Given the lack of supply, some holiday-goers are picking locales they wouldn’t have considered a top choice before. Tweedy said that Springs, a somewhat overlooked hamlet east of the South Fork’s more famous spots, is experiencing a hotter market at the moment. But no matter where in the Hamptons you go, there are people “willing to pay what they have to to be here,” she said.
A similar dynamic is playing out on the New Jersey shore, albeit at prices more palatable to non-billionaires. Rents there are 10% to 20% higher from their pre-pandemic levels, said real estate agent Lisa Temple, highlighting a five-bedroom property for $11,000 a week.
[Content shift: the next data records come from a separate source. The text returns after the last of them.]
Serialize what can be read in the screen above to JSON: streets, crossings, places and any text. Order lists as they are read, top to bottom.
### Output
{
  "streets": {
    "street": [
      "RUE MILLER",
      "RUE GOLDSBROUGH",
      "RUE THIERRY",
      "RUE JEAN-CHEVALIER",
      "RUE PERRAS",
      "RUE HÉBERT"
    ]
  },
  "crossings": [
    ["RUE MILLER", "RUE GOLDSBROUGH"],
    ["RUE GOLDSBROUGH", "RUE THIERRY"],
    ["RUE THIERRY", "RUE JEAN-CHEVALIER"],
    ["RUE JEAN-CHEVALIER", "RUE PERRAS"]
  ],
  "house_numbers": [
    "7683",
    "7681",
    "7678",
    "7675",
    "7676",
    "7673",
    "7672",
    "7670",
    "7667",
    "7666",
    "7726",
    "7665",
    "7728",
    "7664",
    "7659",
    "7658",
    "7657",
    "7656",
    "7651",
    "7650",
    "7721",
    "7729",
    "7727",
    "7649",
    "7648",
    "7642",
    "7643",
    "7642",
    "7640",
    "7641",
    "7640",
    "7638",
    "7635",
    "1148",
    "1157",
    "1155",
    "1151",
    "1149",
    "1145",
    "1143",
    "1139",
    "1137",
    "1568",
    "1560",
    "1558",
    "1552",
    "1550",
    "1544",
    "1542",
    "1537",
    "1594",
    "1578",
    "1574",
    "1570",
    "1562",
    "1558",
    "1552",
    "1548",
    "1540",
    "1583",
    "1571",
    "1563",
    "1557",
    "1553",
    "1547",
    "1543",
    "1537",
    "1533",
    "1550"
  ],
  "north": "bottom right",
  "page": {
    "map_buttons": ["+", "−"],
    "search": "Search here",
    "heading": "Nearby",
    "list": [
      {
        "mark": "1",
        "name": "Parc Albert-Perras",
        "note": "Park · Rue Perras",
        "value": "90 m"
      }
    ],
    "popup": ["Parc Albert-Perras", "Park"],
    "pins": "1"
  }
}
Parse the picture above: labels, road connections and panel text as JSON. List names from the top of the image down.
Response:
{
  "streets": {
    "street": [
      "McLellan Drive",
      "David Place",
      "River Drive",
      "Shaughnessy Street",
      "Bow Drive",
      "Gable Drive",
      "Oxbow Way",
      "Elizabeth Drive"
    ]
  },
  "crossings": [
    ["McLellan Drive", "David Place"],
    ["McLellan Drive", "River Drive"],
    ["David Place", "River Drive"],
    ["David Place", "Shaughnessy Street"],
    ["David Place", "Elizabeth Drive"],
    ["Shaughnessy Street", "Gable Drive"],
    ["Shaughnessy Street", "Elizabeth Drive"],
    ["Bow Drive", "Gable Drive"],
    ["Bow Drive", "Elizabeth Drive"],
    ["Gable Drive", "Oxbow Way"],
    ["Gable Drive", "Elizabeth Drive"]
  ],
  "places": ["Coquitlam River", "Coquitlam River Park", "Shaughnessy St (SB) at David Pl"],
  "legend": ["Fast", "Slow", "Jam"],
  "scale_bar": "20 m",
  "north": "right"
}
Temple said she’s much busier than in 2019, in part because more people are flocking to the area given that they can’t go abroad or simply want to stick closer to home.
For $11,000, “you can take a family to Europe,” Temple said. “The problem is, no one is going to Europe. No one is going overseas.” Even though air travel has rebounded, international trips were 40% below pre-pandemic levels in the week ended July 27, according to industry group Airlines for America.
Adding to price pressure on rentals is increased cleaning expenses tied to the pandemic, Guesty’s Schwarz said. However, she’s noticed hosts being more accommodating with flexible cancellation policies, which she recommends seeking when booking new trips.
Across the country, a different coronavirus-induced phenomenon has taken hold. In Lake Tahoe, the freshwater haven three hours from San Francisco popular with wealthy tech types, vacationer volumes are around usual levels, Tahoe Getaways President Jim Winterberger said.
However, the number of available properties has declined, in part because house and condo owners are spending more time out there, he said. That means average daily rates are 20% to 30% above normal levels. Not that it’s stopping anybody.
“The value seems to still be there,” he said.